В начале узкой боковой улочки стоял грязновато-темный двухсотлетний домик: полумолочная, полуресторан с окнами, заставленными бутылками. Они постоянно ходили туда еще малолетками, и в доме их принимали как друзей.
– Пришли заплатить по долгам, матушка, – сказал Сталки, обнимая хозяйку заведения за огромную талию. – Заплатить по долгам и сказать прощай... и... и мы ужасно голодны.
– Ай-яй! – воскликнула мамаша Йо. – В любовники захотел! Я стесняюся!
– Ничего бы мы тут и не удумали бы, есля бы тут была Мэри, – сказал Мактурк с густым северодевонширским акцентом, которым мальчишки обычно пользовались в своих вылазках.

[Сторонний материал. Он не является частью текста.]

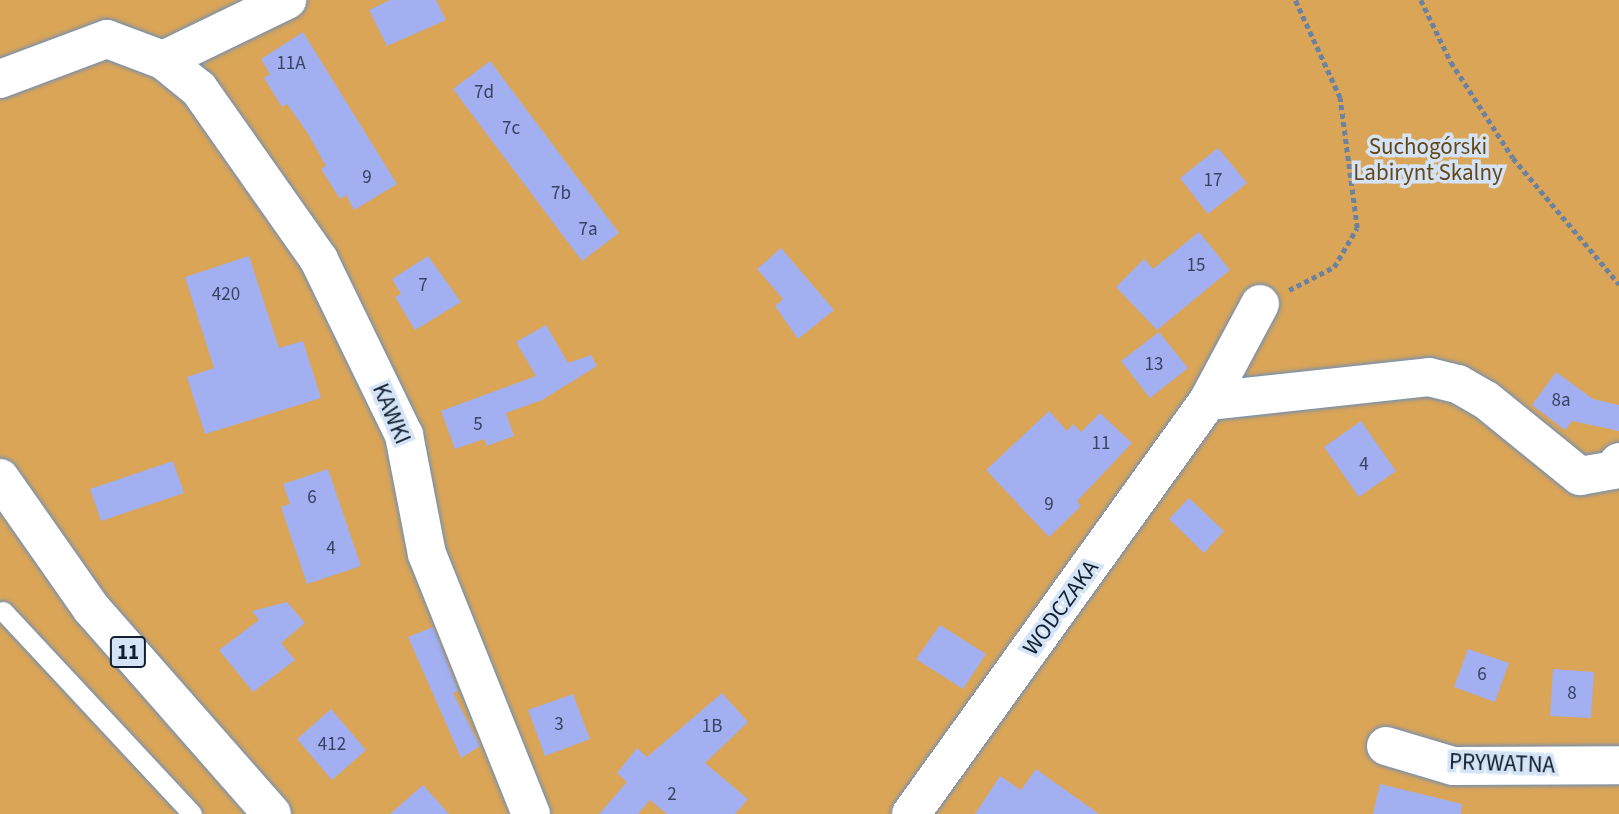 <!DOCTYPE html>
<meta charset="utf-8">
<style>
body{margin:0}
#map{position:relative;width:1619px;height:814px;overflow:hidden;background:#bad7fd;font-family:"Source Sans 3",sans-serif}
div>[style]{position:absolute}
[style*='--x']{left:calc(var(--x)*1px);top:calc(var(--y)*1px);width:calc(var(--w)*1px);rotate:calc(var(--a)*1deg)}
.green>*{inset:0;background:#daa557}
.building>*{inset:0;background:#a2aff1}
.path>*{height:4.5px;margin-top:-2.25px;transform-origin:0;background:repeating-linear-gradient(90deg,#6d829f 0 5px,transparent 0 8.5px)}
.roads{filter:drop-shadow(0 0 2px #6b8db9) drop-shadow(0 0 2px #6b8db9)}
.lane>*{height:19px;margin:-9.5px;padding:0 9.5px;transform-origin:9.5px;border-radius:9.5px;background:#fff}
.street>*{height:38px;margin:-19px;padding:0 19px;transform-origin:19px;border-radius:19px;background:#fff}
.highway>*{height:38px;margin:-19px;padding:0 19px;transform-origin:19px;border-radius:19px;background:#fff}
span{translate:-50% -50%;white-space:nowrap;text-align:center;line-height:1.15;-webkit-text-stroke:7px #d4e3f6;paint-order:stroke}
.number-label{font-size:19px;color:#364361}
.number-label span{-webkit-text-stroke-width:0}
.shield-label span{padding:2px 5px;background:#d4e3f6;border:2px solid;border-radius:5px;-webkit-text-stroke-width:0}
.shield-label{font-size:21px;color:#121f31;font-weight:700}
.park-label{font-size:23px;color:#654717}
.street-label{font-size:23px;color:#121f31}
</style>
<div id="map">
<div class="green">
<i style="clip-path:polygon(0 0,1619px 0,1619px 814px,0 814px)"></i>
</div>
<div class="building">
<i style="clip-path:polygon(390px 0,436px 0,446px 20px,387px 46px,369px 10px)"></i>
<i style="clip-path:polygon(303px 32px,397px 184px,354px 210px,346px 195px,340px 199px,321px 169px,326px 166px,307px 132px,287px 104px,282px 107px,264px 78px,270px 74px,261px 59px)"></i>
<i style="clip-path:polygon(490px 61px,619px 233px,582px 261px,453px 89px)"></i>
<i style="clip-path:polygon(1218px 148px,1247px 183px,1208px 214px,1180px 178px)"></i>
<i style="clip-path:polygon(1199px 232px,1230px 270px,1157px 330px,1116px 287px,1144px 259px,1153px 269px)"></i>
<i style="clip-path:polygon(781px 248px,834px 310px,798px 339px,775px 306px,783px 299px,757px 269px)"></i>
<i style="clip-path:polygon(249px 256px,279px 348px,303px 341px,321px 398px,205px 434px,187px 377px,214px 368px,185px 277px)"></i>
<i style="clip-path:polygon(428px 256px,461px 302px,415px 330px,395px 297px,401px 294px,392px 279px)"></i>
<i style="clip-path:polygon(546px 325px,568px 363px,591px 355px,597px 366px,542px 400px,506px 413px,514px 436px,487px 446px,484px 439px,455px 449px,441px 411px,536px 376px,516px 342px)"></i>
<i style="clip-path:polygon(1159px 332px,1188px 368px,1150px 398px,1121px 361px)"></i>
<i style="clip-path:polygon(1556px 372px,1593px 399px,1619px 405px,1619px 431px,1572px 421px,1565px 430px,1532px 405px)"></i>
<i style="clip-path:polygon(1049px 411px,1067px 431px,1073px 424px,1081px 432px,1100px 413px,1132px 443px,1077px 501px,1081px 506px,1049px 537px,986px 470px)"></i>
<i style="clip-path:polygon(1361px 421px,1396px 471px,1359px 497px,1324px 447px)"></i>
<i style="clip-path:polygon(173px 461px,184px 493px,101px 521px,90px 489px)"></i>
<i style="clip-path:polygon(328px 469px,361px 566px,307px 584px,281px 507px,290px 504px,283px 484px)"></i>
<i style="clip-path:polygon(1189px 498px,1224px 531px,1204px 553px,1169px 519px)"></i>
<i style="clip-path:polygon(287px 602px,305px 623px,281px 643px,295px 660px,253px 692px,219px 650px,259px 620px,252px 611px)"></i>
<i style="clip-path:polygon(940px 625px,986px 654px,963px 689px,916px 659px)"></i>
<i style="clip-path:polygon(433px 627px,458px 691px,453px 693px,480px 746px,461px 758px,408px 637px)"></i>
<i style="clip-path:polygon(1468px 649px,1509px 663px,1495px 702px,1454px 687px)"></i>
<i style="clip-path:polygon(1553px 669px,1594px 672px,1591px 718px,1550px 716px)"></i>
<i style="clip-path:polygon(722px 693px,748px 722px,705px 763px,748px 799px,735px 814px,667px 814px,650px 800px,638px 814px,599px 814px,627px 782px,617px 773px,637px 748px,647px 757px)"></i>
<i style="clip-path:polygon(573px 694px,590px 739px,545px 756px,528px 710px)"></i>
<i style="clip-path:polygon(331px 709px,366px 750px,332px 780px,297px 739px)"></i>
<i style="clip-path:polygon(1036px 769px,1099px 814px,975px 814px,1000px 776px,1021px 790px)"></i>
<i style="clip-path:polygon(1380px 784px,1462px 804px,1461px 814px,1373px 814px)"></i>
<i style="clip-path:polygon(423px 785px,449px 814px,390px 814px)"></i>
</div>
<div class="path">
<i style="--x:1421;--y:0;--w:69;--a:64.2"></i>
<i style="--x:1451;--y:62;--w:114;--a:57.1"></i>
<i style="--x:1513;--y:158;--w:165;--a:49.9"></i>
<i style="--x:1289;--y:290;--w:51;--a:-27.1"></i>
<i style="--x:1334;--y:267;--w:45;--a:-59.5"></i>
<i style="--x:1357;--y:228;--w:131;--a:-97.5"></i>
<i style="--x:1340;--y:98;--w:108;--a:-114.7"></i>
</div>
<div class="roads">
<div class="lane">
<i style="--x:3;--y:611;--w:277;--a:47"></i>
</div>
<div class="street">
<i style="--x:163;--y:60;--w:138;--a:-25.8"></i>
<i style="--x:0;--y:79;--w:114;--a:-20.5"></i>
<i style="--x:107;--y:39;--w:60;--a:20.6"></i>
<i style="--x:163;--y:60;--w:46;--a:38.9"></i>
<i style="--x:199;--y:89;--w:209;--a:54.9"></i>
<i style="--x:319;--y:260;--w:195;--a:64.1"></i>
<i style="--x:404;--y:435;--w:121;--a:79.1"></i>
<i style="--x:427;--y:554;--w:280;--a:68.2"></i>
<i style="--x:1208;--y:401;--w:110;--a:-61.8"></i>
<i style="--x:1386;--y:746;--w:70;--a:16.6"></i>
<i style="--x:1453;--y:766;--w:166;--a:-0.3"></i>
<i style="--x:911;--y:814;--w:509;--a:-54.28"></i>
<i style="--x:1208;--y:401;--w:222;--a:-6.2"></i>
<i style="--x:1429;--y:377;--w:30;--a:14"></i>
<i style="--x:1458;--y:384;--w:32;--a:30"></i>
<i style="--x:1486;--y:400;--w:121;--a:39"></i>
<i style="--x:1580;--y:476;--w:34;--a:-10"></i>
<i style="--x:1613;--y:470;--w:10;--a:-53"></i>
</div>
<div class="highway">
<i style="--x:0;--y:478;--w:159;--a:55"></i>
<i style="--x:91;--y:608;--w:274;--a:48.7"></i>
</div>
</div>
<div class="number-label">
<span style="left:291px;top:64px">11A</span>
<span style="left:484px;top:93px">7d</span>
<span style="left:511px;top:129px">7c</span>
<span style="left:367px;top:178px">9</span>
<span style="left:1213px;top:181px">17</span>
<span style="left:561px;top:194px">7b</span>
<span style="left:588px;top:230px">7a</span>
<span style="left:1196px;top:266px">15</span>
<span style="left:423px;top:286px">7</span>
<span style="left:226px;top:295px">420</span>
<span style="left:1154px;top:365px">13</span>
<span style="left:1561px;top:401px">8a</span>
<span style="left:478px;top:425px">5</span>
<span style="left:1101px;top:444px">11</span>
<span style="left:1364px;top:465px">4</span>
<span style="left:312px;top:498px">6</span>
<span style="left:1049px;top:505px">9</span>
<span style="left:331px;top:549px">4</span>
<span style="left:1482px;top:675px">6</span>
<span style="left:1572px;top:694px">8</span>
<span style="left:559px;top:725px">3</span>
<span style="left:712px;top:727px">1B</span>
<span style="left:332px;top:745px">412</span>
<span style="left:672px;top:795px">2</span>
</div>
<div class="shield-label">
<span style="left:128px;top:652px">11</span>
</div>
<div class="park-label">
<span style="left:1428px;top:160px">Suchogórski<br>Labirynt Skalny</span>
</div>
<div class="street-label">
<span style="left:391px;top:414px;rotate:67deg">KAWKI</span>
<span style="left:1061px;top:608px;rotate:-54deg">WODCZAKA</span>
<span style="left:1502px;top:764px;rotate:2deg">PRYWATNA</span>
</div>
</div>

– Кто тут мое имя называет всуе? – внутренняя дверь раскрылась, и в комнату с кринкой сметаны в руках вошла белокурая, синеглазая, румяная, как яблочко, Мэри. Мактурк поцеловал ее, за ним, демонстрируя смирение, последовал Жук. Оба соответственно получили по подзатыльнику.
– Никогда не целуйте служанку, если можно поцеловать хозяйку, – сказал Сталки, нахально подмигивая мамаше Йо и одновременно изучая полку с банками варенья.
– Я так пойму, что не все тут хочут получить по башке! – заманчиво пропела Мэри.
– Не-а! Думаю, что могу и так все получить, – сказал Сталки, отворачиваясь.
– От меня-то не дождесся... тоже мне сокровище!
– Не проси ее. Есть дявицы в Нортхеме. Ага... и в Эпплдоре, – в ответ раздалось полупрезрительное, полузадумчивое невоспроизводимое фырканье.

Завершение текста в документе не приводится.